About this exercise:
Copy every record exactly as it stands. Leave the pictures out.

Information provided:
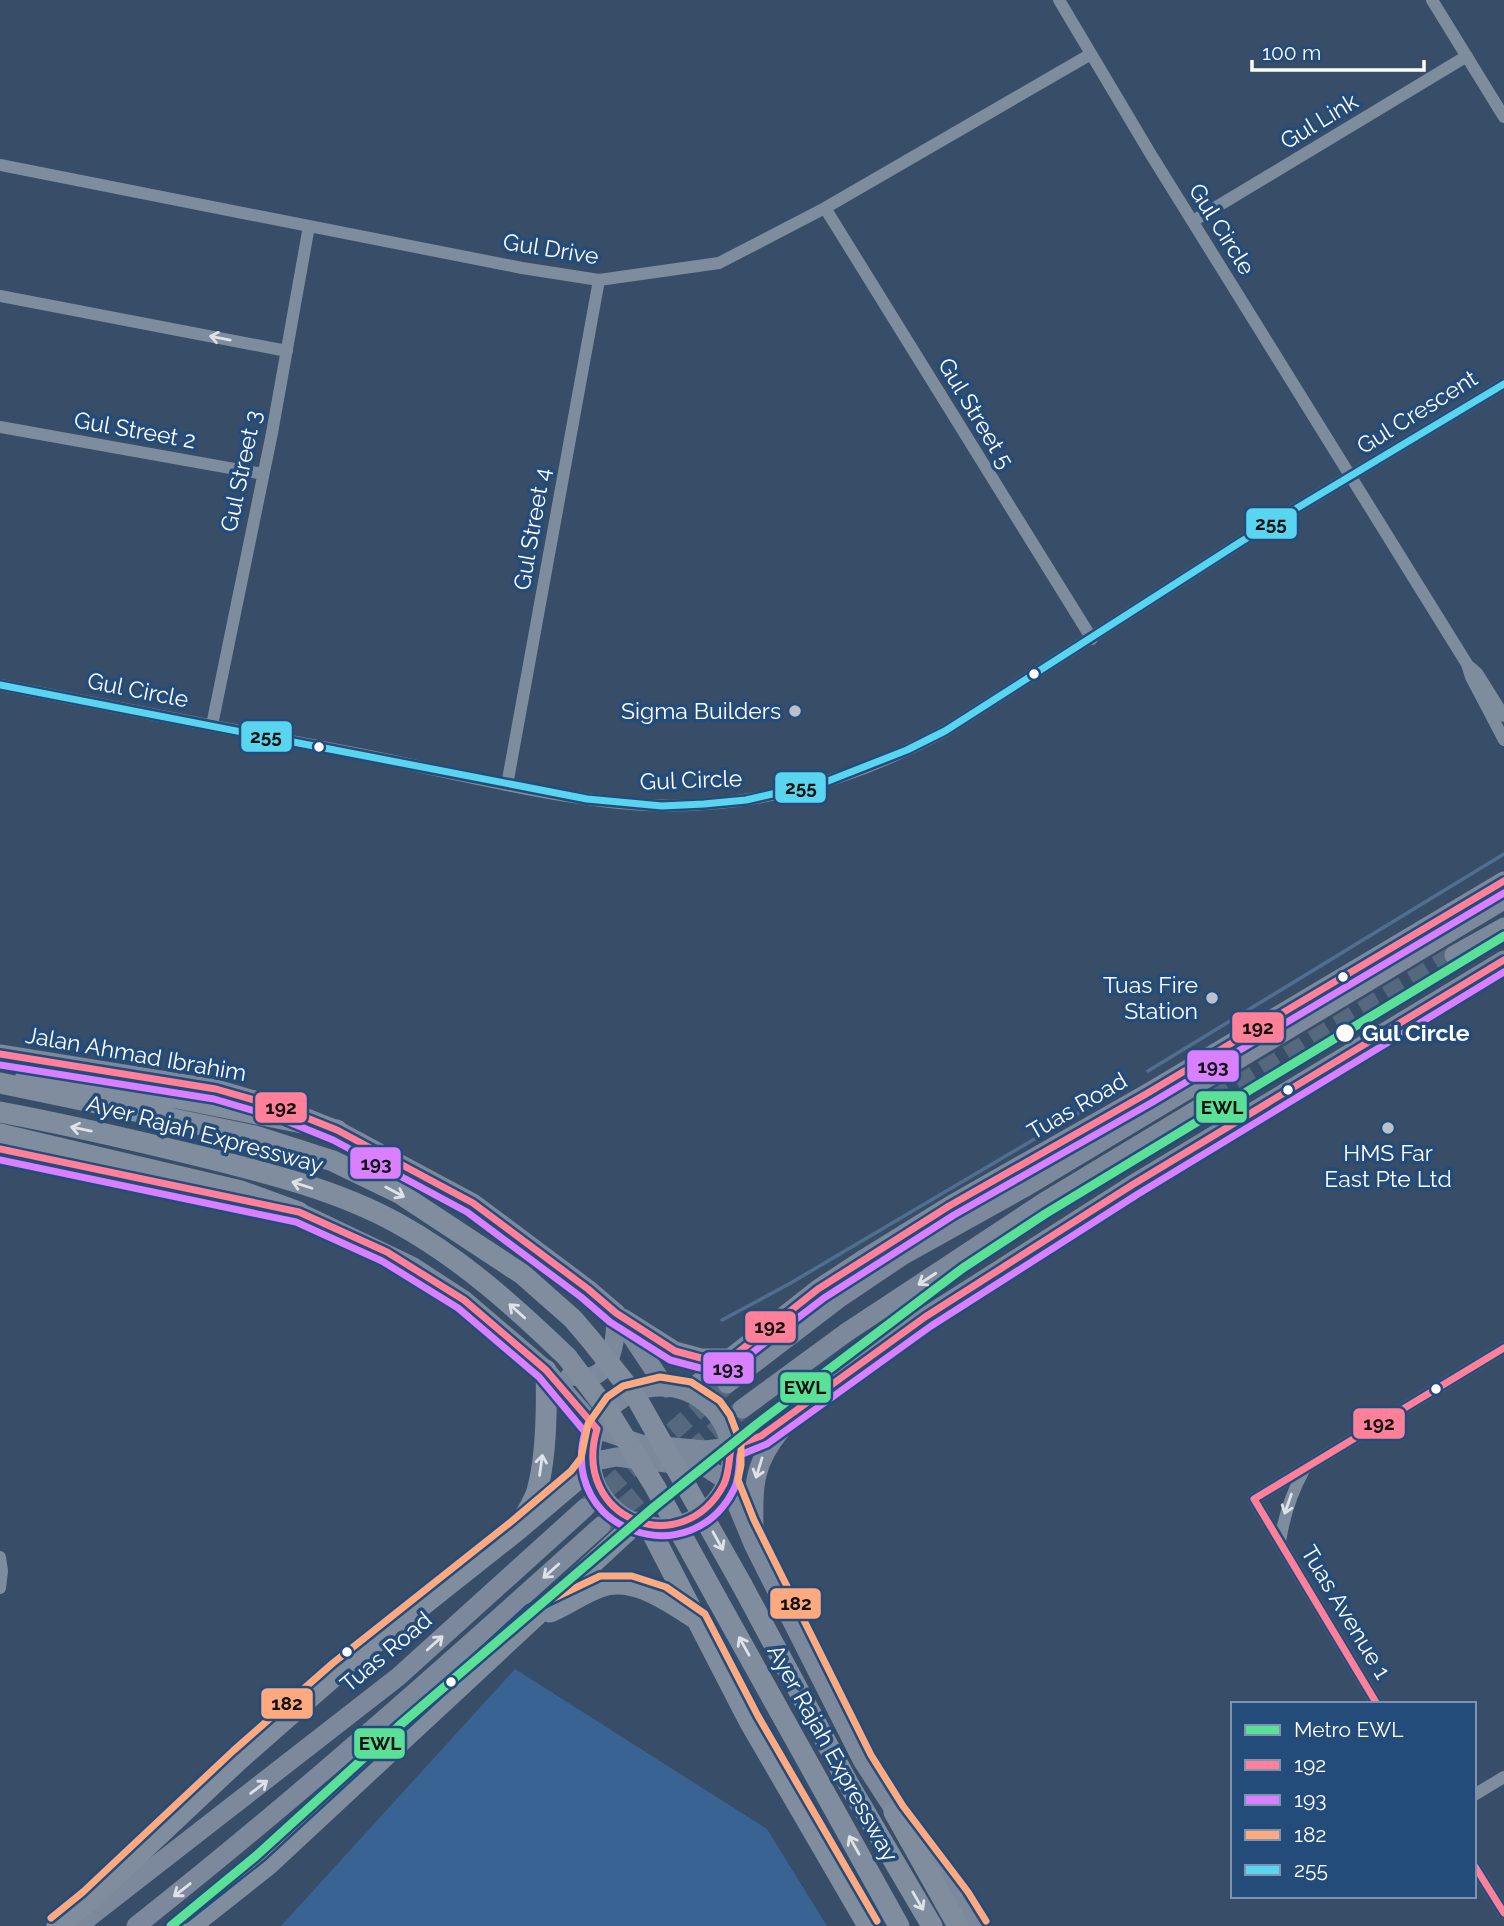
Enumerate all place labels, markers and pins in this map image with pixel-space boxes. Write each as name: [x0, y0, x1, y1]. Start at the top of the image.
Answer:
unlabelled marker: [1027, 667, 1041, 681]
place label: Sigma Builders: [621, 697, 781, 724]
marker: Sigma Builders: [787, 703, 803, 719]
unlabelled marker: [312, 740, 326, 754]
unlabelled marker: [1336, 970, 1350, 984]
place label: Tuas Fire Station: [1103, 971, 1198, 1024]
marker: Tuas Fire Station: [1204, 990, 1220, 1006]
place label: Gul Circle: [1362, 1019, 1470, 1046]
marker: Gul Circle: [1334, 1022, 1356, 1044]
unlabelled marker: [1281, 1083, 1295, 1097]
marker: HMS Far East Pte Ltd: [1380, 1120, 1396, 1136]
place label: HMS Far East Pte Ltd: [1324, 1139, 1452, 1192]
unlabelled marker: [1429, 1382, 1443, 1396]
unlabelled marker: [340, 1645, 354, 1659]
unlabelled marker: [444, 1675, 458, 1689]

Response to this task:
Enumerate all place labels, markers and pins in this map image with pixel-space boxes. Write each as name: [x0, y0, x1, y1]. Start at the top of the image.
Answer:
unlabelled marker: [1027, 667, 1041, 681]
place label: Sigma Builders: [621, 697, 781, 724]
marker: Sigma Builders: [787, 703, 803, 719]
unlabelled marker: [312, 740, 326, 754]
unlabelled marker: [1336, 970, 1350, 984]
place label: Tuas Fire Station: [1103, 971, 1198, 1024]
marker: Tuas Fire Station: [1204, 990, 1220, 1006]
place label: Gul Circle: [1362, 1019, 1470, 1046]
marker: Gul Circle: [1334, 1022, 1356, 1044]
unlabelled marker: [1281, 1083, 1295, 1097]
marker: HMS Far East Pte Ltd: [1380, 1120, 1396, 1136]
place label: HMS Far East Pte Ltd: [1324, 1139, 1452, 1192]
unlabelled marker: [1429, 1382, 1443, 1396]
unlabelled marker: [340, 1645, 354, 1659]
unlabelled marker: [444, 1675, 458, 1689]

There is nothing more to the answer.